Generative Diffusion Models (6): The ODE Perspective of the General Framework · English (unofficial) translations of posts at kexue.fm

In the previous article "Generative Diffusion Models (5): The SDE Perspective of the General Framework", we provided a basic introduction and derivation of Dr. Yang Song’s paper "Score-Based Generative Modeling through Stochastic Differential Equations". However, as the name suggests, the previous post primarily covered the SDE-related parts of the original paper, leaving out the section known as the "Probability Flow ODE." This article serves as a supplementary share to cover that content.

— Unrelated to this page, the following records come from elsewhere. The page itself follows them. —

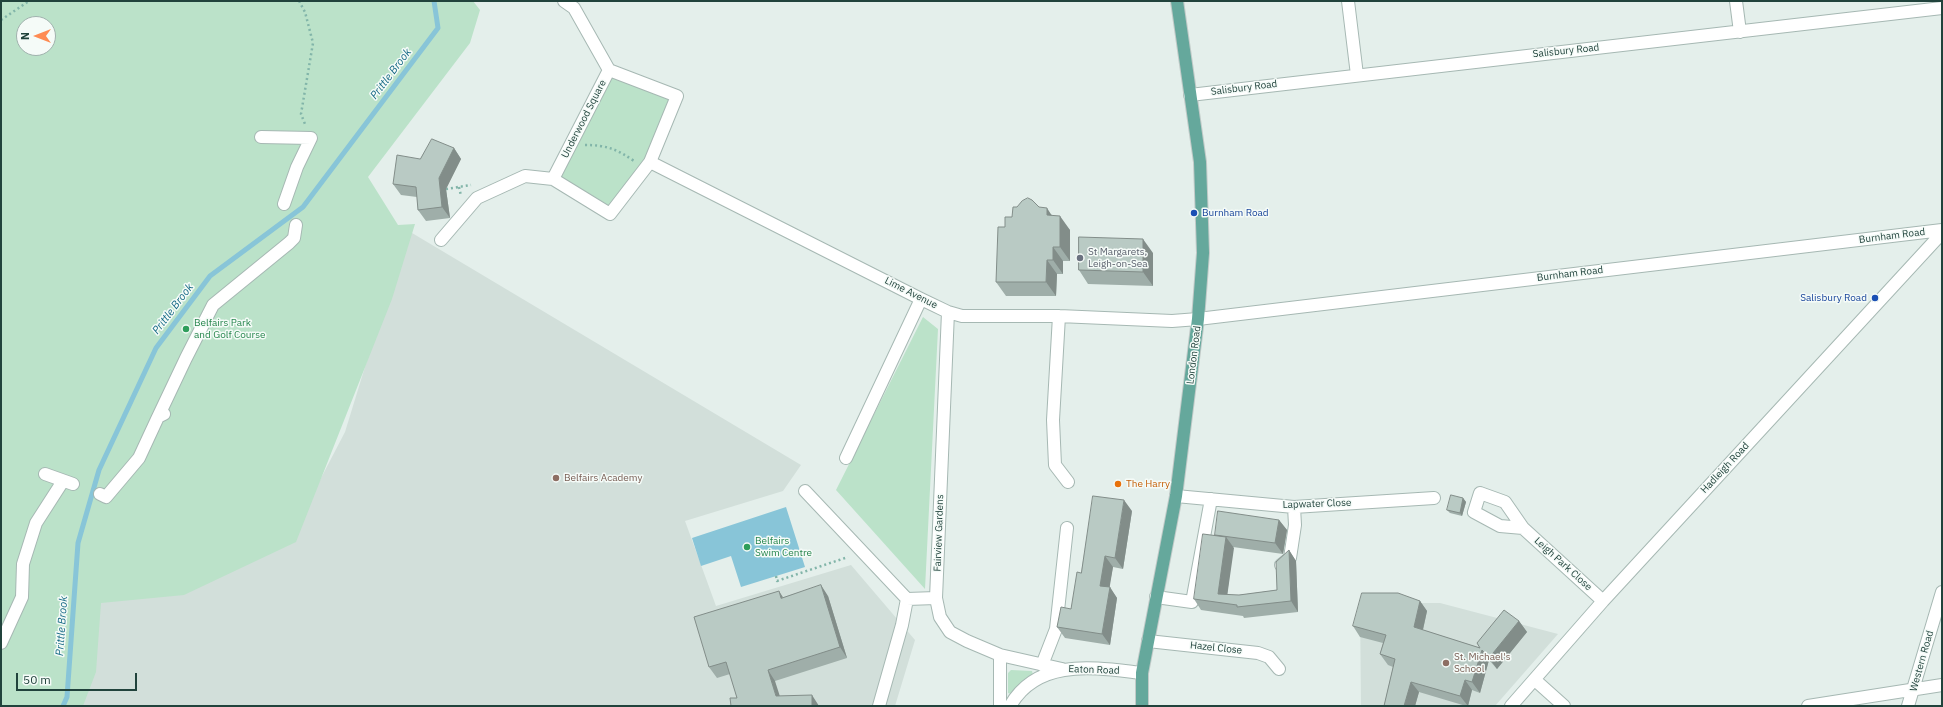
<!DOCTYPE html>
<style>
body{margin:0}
#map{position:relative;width:1943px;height:707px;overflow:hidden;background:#e4efeb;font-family:"IBM Plex Sans",sans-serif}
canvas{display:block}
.frame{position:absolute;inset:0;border:2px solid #21433c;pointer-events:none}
.north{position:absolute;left:16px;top:16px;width:40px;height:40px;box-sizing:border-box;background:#f5fbf8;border:1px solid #a0b1ad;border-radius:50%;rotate:270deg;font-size:11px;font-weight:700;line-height:16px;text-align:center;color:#21433c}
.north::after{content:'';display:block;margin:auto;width:14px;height:18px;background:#fe8b53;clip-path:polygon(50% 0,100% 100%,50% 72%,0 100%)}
.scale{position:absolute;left:16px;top:673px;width:121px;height:18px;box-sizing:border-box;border:2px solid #21433c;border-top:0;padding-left:5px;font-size:12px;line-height:14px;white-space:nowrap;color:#21433c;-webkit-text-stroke:3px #f5fbf8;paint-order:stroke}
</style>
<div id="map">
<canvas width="1943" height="707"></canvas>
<div class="frame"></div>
<div class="north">N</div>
<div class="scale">50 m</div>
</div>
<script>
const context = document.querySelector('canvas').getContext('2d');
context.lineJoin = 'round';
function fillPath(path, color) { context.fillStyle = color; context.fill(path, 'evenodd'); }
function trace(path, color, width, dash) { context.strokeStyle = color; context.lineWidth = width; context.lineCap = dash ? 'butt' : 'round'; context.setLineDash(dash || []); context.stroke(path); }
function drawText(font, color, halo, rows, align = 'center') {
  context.font = font + ' "IBM Plex Sans",sans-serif'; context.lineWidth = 3; context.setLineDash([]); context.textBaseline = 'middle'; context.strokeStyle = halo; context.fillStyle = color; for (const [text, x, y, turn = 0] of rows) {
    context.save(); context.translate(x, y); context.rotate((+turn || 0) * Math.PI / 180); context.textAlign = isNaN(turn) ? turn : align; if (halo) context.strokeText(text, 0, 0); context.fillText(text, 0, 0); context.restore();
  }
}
const built = new Path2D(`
 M407 230 801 465 783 491 685 521 716 606 851 565 915 640 895 706H76L93 575 296 526 345 432Z
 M1360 603H1440L1558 634 1495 706H1361Z`);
const green = new Path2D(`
 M1 1H473L480 10 470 43 368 177 398 225 415 224 392 299 296 542 184 595 101 603 96 672 83 706H1ZM24 24H48V48H24Z
 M611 75 670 99 645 159 610 206 561 177Z
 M923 317 938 329 925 589 836 490Z
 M1011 670 1032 671 1033 675 1021 683 1011 694 1008 693V673Z`);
const water = new Path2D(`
 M786 507 805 567 741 587 731 556 701 566 692 538Z`);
const stream = new Path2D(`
 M63 706 67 697 78 543 99 470 156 348 210 276 303 207 438 28 434 1`);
const path = new Path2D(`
 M299 1 305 12 313 43 301 114 305 124
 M1 20 29 1
 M585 145C606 145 617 149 634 161
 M459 187 461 196
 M446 189 471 185
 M776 576 777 581 848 557`);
const minor = new Path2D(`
 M564 1 574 8 609 70
 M1348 1 1357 75
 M1736 1 1740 32
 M609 70 677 96 650 162 610 214 553 179Z
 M1190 95 1942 8
 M261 137 311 138 297 167 284 204
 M650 162 921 299 948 312 962 316H1059L1172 321 1198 319 1942 230
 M441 240 477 198 525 176 553 179
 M948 312 936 598 940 617 950 632 967 641 1000 655 1062 669
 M1059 316 1053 420 1055 465 1068 482
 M158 417 186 358 213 305 289 243 294 238 296 225
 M846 458 921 299
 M45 474 73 484
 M805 491 907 599 936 598
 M100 494 106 497 139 458 158 417 164 414
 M1176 496 1294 507 1434 498
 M1523 528 1500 526 1474 512 1480 493 1505 502 1523 528 1603 601
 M1281 565 1290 558 1295 525 1294 507
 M1156 597 1192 602 1211 499
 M1148 641 1258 653 1269 657 1279 669
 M1 643 22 597 23 564 36 523 63 481
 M1042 665 1056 629 1067 528
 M1535 680 1564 706
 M879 706 902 625 907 599
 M1000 706V655
 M1010 706C1038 657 1096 668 1142 673
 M1511 706 1603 601 1942 233
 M1808 706 1942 685
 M1908 706 1942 592`);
const major = new Path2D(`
 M1142 706V673L1176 496 1198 319 1203 253 1200 162 1177 1`);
const wall = new Path2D(`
 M454 148 461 159 446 189 450 218 426 221 418 210 417 197 401 195 393 184 420 159Z
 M1017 207H1039L1052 215 1070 230V261H1063V274H1057L1056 296H1006L996 282 1005 227 1012 217Z
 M1153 253V286L1088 284 1079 270Z
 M1463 498 1466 502 1462 516 1450 513 1447 510Z
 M1132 511 1123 569 1113 567 1109 587 1117 598 1110 645 1065 638 1057 627 1071 609Z
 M1279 520 1287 530 1283 554 1233 547 1227 595H1239L1277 590 1289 550 1296 561 1298 612 1244 618 1243 616 1201 610 1194 599 1215 535Z
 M828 596 847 658 775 681 737 698 730 674 717 678 709 667 783 597Z
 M1420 601 1427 611 1423 630 1480 648 1477 643 1519 621 1527 632 1497 669 1489 660 1480 693 1472 690 1468 706H1466L1419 692 1415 706H1384L1393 667 1388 665 1380 654 1383 643 1360 637 1353 626Z`);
const shadedWall = new Path2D(`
 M454 148 461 159 446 189 450 218 442 207 439 178Z
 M1047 208 1056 222 1047 215Z
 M1060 216 1070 230V261L1060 247Z
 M1143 239 1153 253V286L1143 272Z
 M1053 247 1063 261V274L1053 260Z
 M1047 260 1057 274 1056 296 1046 282Z
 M1463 498 1466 502 1462 516 1460 513Z
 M1124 500 1132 511 1123 569 1115 558Z
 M1279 520 1287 530 1283 554 1275 543Z
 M1226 537 1234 548 1226 604 1218 594Z
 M1289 550 1296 561 1298 612 1291 601Z
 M1105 556 1113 567 1108 597 1100 586Z
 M821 585 828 596 847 658 840 647Z
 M1110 587 1117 598 1110 645 1102 634Z
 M779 591 786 602 781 598Z
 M1420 601 1427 611 1421 638 1414 627Z
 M1519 621 1527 632 1497 669 1489 658Z
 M1482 650 1489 660 1480 693 1472 682Z
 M768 670 775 681 783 706 776 696Z
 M1465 680 1472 690 1468 706 1460 696Z
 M1411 682 1419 692 1415 706H1404Z
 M812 695 819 706H812Z`);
const building = new Path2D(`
 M432 139 454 148 439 178 442 207 418 210 416 187 393 184 397 155 420 159Z
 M1028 198 1032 200 1039 207 1047 208V215L1060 216V247H1053V260H1047L1046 282H996L998 227H1005V217H1012L1013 207H1017L1022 201Z
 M1079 237 1143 239V272L1079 270Z
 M1451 495 1463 498 1460 513 1447 510Z
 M1093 496 1124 500 1115 558 1105 556 1100 586 1110 587 1102 634 1057 627 1061 607 1071 609 1077 572 1081 573Z
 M1218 511 1279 520 1275 543 1215 535Z
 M1203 534 1226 537 1218 594 1239 595 1277 590 1276 562 1289 550 1291 601 1237 607V605L1194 599Z
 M821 585 840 647 768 670 776 696 812 695V706H731L730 698H737L726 662 709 667 694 617 779 591 781 598Z
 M1362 593H1398L1420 601 1414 627 1480 648 1477 643 1504 610 1519 621 1489 658 1482 650 1472 682 1465 680 1460 696 1411 682 1404 706H1384L1395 659 1380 654 1386 635 1353 626Z`);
const markers = [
 [1194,213,4,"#1a4fb4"],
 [1080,258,4,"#6b7280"],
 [1875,298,4,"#1a4fb4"],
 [186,329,4,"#2e9e5b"],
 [556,478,4,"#8d6e63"],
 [1118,484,4,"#e8710a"],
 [747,547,4,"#2e9e5b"],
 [1446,663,4,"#8d6e63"]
];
const streetNames = [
 ["Salisbury Road",1566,51,-6],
 ["Salisbury Road",1244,88,-7],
 ["Underwood Square",584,119,-63],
 ["Burnham Road",1892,236,-7],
 ["Burnham Road",1570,274,-7],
 ["Lime Avenue",911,293,27],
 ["London Road",1194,355,-83],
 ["Hadleigh Road",1725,468,-47],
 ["Lapwater Close",1317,504,-2],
 ["Fairview Gardens",939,533,-88],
 ["Leigh Park Close",1563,564,42],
 ["Hazel Close",1216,648,6],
 ["Western Road",1922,661,-74],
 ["Eaton Road",1094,670,2]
];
const transitNames = [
 ["Burnham Road",1202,213],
 ["Salisbury Road",1867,298,"right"]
];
const worshipNames = [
 ["St Margarets,",1088,252],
 ["Leigh-on-Sea",1088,264]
];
const leisureNames = [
 ["Belfairs Park",194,323],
 ["and Golf Course",194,335],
 ["Belfairs",755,541],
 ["Swim Centre",755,553]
];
const educationNames = [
 ["Belfairs Academy",564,478],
 ["St. Michael's",1454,657],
 ["School",1454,669]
];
const foodNames = [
 ["The Harry",1126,484]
];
const waterNames = [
 ["Prittle Brook",391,74,-53],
 ["Prittle Brook",173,309,-53],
 ["Prittle Brook",62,626,-86]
];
fillPath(built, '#d2dfda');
fillPath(green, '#bbe2c9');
fillPath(water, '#88c5d8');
trace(stream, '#88c5d8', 5);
trace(minor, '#a6b8b3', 14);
trace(major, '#c1cac8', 14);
trace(path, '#82b5a9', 2.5, [2, 3]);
trace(minor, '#fff', 12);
trace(major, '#65a89c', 12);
fillPath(wall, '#9faea9');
fillPath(shadedWall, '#828d89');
fillPath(building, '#b9cac4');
trace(building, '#828d89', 1);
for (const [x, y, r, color] of markers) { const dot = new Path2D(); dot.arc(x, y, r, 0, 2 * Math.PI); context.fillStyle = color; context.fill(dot); trace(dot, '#f5fbf8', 1.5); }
drawText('10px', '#21433c', '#f5fbf8', streetNames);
drawText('10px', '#164399', '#f5fbf8', transitNames, 'left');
drawText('10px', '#5b616d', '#f5fbf8', worshipNames, 'left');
drawText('10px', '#27864d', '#f5fbf8', leisureNames, 'left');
drawText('10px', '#785e54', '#f5fbf8', educationNames, 'left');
drawText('10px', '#c56008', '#f5fbf8', foodNames, 'left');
drawText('italic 11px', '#156985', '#f5fbf8', waterNames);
</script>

In fact, this remaining content occupies only a small section in the main body of the original paper. However, we need a new article to introduce it because, after much consideration, I realized that the derivation of this result cannot bypass the Fokker-Planck equation. Therefore, we need some space to introduce the Fokker-Planck equation before the main protagonist, the ODE, can take the stage.

Reflecting Again

Let us briefly summarize the content of the previous article. First, we defined a forward process ("demolishing a building") via an SDE: d\boldsymbol{x} = \boldsymbol{f}_t(\boldsymbol{x}) dt + g_t d\boldsymbol{w}\label{eq:sde-forward} Then, we derived the corresponding reverse process SDE ("constructing a building"): d\boldsymbol{x} = \left[\boldsymbol{f}_t(\boldsymbol{x}) - g_t^2\nabla_{\boldsymbol{x}}\log p_t(\boldsymbol{x}) \right] dt + g_t d\boldsymbol{w}\label{eq:sde-reverse} Finally, we derived the loss function (score matching) for estimating \nabla_{\boldsymbol{x}}\log p_t(\boldsymbol{x}) using a neural network \boldsymbol{s}_{\boldsymbol{\theta}}(\boldsymbol{x}, t): \mathbb{E}_{\boldsymbol{x}_0,\boldsymbol{x}_t \sim p(\boldsymbol{x}_t|\boldsymbol{x}_0)\tilde{p}(\boldsymbol{x}_0)}\left[\left\Vert \boldsymbol{s}_{\boldsymbol{\theta}}(\boldsymbol{x}_t, t) - \nabla_{\boldsymbol{x}_t} \log p(\boldsymbol{x}_t|\boldsymbol{x}_0)\right\Vert^2\right] With this, we completed the general framework for training and prediction of diffusion models. It can be said to be a very general extension of DDPM. However, just as DDIM was introduced in "Generative Diffusion Models (4): DDIM = High-level DDPM" as a high-level reflection of DDPM, does SDE, as an extension of DDPM, have a corresponding "high-level reflection"? Yes, and the result is the subject of this article: the "Probability Flow ODE."

The Dirac Delta Function

What reflection did DDIM perform? Simply put, DDIM discovered that the training objective of DDPM is mainly related to p(\boldsymbol{x}_t|\boldsymbol{x}_0) and unrelated to p(\boldsymbol{x}_t|\boldsymbol{x}_{t-1}). Therefore, it took p(\boldsymbol{x}_t|\boldsymbol{x}_0) as a starting point to derive more general forms of p(\boldsymbol{x}_{t-1}|\boldsymbol{x}_t,\boldsymbol{x}_0) and p(\boldsymbol{x}_t|\boldsymbol{x}_{t-1},\boldsymbol{x}_0). The reflection performed by the Probability Flow ODE is similar: it seeks to know which different p(\boldsymbol{x}_{t+\Delta t}|\boldsymbol{x}_t) (or different forward SDEs) can be found for a fixed p(\boldsymbol{x}_t) within the SDE framework.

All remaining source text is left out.